In the course of this duty, you’ll find the label has attracted some business due to the publicity generated from such songs. The Internet has been very helpful, especially in publicising this content. The end justifies the means,” he tells Spice.
Wesonga Dush is the brain behind Sound 34, the music stable behind divisive songs such as Lamba Lolo and Position by fast-rising boy band Ethic. He says that he associates with such brands as a way of helping them establish themselves as artistes.
“When they (Ethic) came to the studio, they were broke and in need of fame. So, I decided to help them because they had their own content.”
He says after doing a few songs with them he decided not to work with the group any further because the notion put on his label was “misleading”. He cites that many people have assumed that the producer and production house advocates for such content, while it wasn’t the case.
“It has become hard for me getting artistes who were into a different genre or type of music. But all in all, I wish to have a stable that creates good, pure and educative music,” says Dush.
In this breadth, young artistes are sprouting in every corner. Take for example Zzero Sufuri who became an online music sensation after his song Zimenishika gained popularity. The song praises the use of bhang, and so far, the video has more than 660,000 views on YouTube.
Maurice Tha General, an established Kenyan artiste manager and publicist, has worked with the fledging artiste for the past five months and he says all he is in search for is the musician’s growth.
He says: “Zimenishika is just like any other hype song that makes you feel good. Zzero is also a creative and at the same time a good musician who thought out of the box and made an interesting song.
“Listening to the audio gives a different feel, so watching the video with smoke all over, it does not justify that it is all about drug abuse, it was just a prop used and it is done in any other music video.”
Dufla Diligon recently released a song dubbed Kamatako featuring Jussmusic. In itself, the title sounds obscene; a thing Dufla says has led to the song being “misinterpreted” by many people.
“The name Kamatako is not what many think about (implying buttocks). It’s a simple slang from the Luhya community meaning touch. When you actually watch the video and listen to the lyrics, you will get what I mean. I just wanted something that everyone would talk about and I had the urge of adding an artiste vibe to it, which worked quite well,” he says.
Teddy B is also a controversial producer behind some of ‘gospel’ hits, having worked with artistes such as Willy Paul and Bahati. He recently released a song with socialite Vera Sidika.

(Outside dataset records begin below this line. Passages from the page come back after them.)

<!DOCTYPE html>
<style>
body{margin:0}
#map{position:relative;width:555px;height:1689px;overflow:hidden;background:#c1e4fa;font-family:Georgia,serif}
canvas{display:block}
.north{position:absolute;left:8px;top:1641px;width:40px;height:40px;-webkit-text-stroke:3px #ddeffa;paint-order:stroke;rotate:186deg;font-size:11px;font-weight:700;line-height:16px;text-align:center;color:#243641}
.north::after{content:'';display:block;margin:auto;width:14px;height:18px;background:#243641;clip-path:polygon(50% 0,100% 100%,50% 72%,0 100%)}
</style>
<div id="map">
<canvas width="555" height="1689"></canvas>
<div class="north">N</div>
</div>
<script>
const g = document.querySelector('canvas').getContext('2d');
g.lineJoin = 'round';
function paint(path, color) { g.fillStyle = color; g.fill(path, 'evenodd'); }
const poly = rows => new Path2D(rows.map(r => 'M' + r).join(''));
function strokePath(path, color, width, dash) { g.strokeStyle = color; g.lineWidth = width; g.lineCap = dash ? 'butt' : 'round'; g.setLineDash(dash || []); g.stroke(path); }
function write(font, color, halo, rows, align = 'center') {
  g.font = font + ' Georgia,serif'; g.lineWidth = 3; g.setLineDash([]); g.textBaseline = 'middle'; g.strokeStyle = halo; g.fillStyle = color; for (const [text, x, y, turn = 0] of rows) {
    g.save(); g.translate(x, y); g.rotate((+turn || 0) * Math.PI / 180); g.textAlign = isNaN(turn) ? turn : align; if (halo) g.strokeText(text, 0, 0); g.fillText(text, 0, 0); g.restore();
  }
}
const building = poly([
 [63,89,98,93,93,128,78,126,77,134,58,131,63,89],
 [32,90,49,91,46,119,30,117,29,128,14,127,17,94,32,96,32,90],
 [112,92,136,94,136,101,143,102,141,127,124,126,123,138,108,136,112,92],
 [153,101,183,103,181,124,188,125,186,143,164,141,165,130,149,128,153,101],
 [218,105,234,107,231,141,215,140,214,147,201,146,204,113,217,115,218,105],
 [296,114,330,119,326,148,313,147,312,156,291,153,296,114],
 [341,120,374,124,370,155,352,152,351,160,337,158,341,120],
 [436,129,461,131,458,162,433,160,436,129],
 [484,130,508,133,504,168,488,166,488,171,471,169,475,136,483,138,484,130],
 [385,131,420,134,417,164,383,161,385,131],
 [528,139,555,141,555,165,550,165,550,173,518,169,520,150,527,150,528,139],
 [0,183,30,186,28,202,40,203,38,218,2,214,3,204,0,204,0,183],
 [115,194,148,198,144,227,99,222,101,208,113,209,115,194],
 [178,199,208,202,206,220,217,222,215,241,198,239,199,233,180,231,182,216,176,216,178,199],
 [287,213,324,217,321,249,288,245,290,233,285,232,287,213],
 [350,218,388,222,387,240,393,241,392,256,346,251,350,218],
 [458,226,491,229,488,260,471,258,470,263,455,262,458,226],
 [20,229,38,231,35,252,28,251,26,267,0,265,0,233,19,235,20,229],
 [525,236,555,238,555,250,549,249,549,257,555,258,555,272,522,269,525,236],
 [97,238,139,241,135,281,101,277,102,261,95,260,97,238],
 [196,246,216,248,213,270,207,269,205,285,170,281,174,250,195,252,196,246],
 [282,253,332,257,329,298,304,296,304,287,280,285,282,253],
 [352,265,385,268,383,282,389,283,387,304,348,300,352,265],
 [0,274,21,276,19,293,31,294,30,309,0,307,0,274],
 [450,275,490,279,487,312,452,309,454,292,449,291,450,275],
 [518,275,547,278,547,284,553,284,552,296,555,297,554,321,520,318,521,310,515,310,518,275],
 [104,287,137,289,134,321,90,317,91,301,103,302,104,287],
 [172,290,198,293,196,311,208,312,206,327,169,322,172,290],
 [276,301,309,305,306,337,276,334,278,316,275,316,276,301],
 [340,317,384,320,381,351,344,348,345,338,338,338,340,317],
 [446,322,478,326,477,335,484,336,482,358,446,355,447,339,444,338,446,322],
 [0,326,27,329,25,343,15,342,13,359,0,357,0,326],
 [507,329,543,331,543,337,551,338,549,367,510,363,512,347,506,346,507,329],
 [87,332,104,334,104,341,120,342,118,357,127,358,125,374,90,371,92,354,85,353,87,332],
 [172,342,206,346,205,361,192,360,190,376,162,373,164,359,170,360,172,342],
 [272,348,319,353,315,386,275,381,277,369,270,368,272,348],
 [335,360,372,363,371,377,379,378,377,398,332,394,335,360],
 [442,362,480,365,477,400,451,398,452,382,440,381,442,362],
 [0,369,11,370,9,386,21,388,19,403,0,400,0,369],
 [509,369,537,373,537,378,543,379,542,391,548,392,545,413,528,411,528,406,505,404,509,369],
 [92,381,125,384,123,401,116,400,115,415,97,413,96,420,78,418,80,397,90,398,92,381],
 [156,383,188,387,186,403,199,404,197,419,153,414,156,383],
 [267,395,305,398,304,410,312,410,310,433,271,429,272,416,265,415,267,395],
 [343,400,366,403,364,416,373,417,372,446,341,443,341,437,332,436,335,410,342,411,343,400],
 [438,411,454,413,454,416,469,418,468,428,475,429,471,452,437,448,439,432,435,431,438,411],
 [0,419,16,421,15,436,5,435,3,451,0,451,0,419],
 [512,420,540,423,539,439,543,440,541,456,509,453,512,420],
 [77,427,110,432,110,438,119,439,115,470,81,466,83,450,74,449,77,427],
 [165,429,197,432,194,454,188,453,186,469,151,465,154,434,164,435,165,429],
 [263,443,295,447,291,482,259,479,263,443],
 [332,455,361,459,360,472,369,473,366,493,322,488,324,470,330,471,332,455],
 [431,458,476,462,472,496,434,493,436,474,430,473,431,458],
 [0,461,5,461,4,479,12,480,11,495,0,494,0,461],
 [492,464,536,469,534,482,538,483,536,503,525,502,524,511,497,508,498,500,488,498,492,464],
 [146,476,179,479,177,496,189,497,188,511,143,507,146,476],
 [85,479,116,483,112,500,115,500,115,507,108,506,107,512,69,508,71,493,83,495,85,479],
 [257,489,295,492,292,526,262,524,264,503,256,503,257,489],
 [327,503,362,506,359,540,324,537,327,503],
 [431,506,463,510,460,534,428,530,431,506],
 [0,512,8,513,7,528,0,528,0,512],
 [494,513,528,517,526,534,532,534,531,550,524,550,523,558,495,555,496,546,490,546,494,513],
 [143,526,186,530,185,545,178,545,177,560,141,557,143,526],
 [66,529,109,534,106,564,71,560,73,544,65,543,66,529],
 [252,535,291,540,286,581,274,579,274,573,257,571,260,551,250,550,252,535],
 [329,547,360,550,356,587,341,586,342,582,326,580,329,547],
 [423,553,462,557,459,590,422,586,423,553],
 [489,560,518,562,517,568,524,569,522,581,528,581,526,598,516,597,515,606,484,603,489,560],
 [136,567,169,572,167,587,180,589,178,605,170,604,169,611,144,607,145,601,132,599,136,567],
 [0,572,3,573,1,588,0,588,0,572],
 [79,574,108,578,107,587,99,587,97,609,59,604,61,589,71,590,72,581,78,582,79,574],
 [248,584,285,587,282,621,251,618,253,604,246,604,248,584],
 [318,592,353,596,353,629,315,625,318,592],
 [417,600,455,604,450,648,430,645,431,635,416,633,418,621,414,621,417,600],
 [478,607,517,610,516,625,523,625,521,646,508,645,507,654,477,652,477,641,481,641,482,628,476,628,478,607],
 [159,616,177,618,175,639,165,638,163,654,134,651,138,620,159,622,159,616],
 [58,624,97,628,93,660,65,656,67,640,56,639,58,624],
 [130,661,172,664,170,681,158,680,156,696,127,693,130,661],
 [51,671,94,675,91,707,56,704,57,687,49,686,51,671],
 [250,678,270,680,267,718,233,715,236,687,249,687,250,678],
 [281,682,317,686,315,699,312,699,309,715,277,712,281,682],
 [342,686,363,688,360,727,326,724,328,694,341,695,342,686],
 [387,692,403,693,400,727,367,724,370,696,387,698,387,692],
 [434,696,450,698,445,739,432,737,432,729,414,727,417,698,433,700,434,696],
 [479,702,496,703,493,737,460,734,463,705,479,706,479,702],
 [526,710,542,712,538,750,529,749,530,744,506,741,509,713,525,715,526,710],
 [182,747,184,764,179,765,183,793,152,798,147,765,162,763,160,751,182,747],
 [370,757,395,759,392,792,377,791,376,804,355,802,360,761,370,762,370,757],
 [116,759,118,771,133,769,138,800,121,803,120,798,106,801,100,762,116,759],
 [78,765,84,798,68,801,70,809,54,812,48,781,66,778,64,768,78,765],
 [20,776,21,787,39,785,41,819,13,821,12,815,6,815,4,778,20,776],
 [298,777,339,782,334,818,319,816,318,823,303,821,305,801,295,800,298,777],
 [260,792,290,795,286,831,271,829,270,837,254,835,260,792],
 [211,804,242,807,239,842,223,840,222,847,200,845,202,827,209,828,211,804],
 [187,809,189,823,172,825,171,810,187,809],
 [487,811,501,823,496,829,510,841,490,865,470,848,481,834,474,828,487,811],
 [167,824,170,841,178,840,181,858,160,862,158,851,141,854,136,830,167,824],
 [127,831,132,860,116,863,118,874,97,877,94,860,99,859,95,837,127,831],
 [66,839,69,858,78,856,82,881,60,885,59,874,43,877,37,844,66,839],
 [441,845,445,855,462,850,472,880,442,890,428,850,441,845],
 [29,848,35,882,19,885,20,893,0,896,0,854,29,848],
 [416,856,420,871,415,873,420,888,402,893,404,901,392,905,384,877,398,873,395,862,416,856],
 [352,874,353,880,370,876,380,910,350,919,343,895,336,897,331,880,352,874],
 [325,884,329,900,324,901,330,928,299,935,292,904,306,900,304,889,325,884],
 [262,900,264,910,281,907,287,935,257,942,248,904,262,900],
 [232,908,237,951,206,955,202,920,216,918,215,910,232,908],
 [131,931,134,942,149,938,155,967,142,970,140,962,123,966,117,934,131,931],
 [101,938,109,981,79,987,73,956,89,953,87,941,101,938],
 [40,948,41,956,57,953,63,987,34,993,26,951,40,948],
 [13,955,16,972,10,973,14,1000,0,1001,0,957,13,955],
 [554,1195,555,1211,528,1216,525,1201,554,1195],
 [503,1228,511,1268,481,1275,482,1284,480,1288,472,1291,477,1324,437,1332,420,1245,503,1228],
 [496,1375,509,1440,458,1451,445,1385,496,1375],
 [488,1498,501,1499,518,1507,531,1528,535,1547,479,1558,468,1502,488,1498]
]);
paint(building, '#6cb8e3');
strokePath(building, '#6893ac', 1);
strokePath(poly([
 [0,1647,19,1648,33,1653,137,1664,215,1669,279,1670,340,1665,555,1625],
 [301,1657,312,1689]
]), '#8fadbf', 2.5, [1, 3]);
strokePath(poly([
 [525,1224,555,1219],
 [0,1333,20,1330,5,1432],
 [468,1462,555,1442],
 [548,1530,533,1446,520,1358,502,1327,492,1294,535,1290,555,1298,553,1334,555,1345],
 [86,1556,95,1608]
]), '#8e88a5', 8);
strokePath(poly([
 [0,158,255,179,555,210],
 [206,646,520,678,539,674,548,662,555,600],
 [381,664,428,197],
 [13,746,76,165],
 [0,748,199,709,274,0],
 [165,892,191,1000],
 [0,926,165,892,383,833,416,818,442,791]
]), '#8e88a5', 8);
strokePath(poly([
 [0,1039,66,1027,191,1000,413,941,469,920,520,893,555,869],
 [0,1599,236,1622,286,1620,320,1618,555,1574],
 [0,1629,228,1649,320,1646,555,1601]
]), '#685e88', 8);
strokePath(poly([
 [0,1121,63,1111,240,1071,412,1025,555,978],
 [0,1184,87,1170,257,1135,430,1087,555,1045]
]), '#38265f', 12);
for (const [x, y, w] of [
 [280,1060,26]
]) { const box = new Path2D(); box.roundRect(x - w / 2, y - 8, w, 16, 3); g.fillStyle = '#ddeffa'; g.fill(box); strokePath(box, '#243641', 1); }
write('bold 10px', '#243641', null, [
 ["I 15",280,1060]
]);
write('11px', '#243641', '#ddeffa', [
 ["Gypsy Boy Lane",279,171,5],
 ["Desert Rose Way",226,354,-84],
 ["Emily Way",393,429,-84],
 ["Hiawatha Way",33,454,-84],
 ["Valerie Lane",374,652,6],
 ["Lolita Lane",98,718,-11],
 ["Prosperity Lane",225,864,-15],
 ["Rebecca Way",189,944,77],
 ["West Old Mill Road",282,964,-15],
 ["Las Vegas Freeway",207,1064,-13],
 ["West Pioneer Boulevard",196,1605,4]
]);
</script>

“We record what we get; we really do not focus much on what the artiste does. So, when we get music that is controversial we do not point fingers,” he says.
Colonel Mustafa is one of the pioneers of Kenyan urban pop music with hits such as Mona Lisa, Katika, Teremka and Kinyaunyau, all released under the Deux Vultures duo.
As a solo artiste, however, he has had his fair share of controversies with songs such as Dodoma Singida and Loboko, whose lyrical content have elicited divided opinions.
He says, “We have to accept what the producers are working on and what the artistes are releasing. It does not matter if they are professional or not. Even during our days, we had controversial music and our lyrics were also quite provoking, but we really enjoyed it.”
Singer Qty Jenifer feels dissatisfied with what some Kenyan producers are doing. She says it has been a few years since she stopped listening to Kenyan music.
“Right now there is no talent in Kenya. Anything that an artiste releases and a producer works on is all about the fame. Producers are hungry for money and whatever comes by they just ride with it.
Artistes also have zero content and being in the music industry for over 10 years, I can never make a comeback because I do not want to be associated with such disgraceful characters,” says Qty.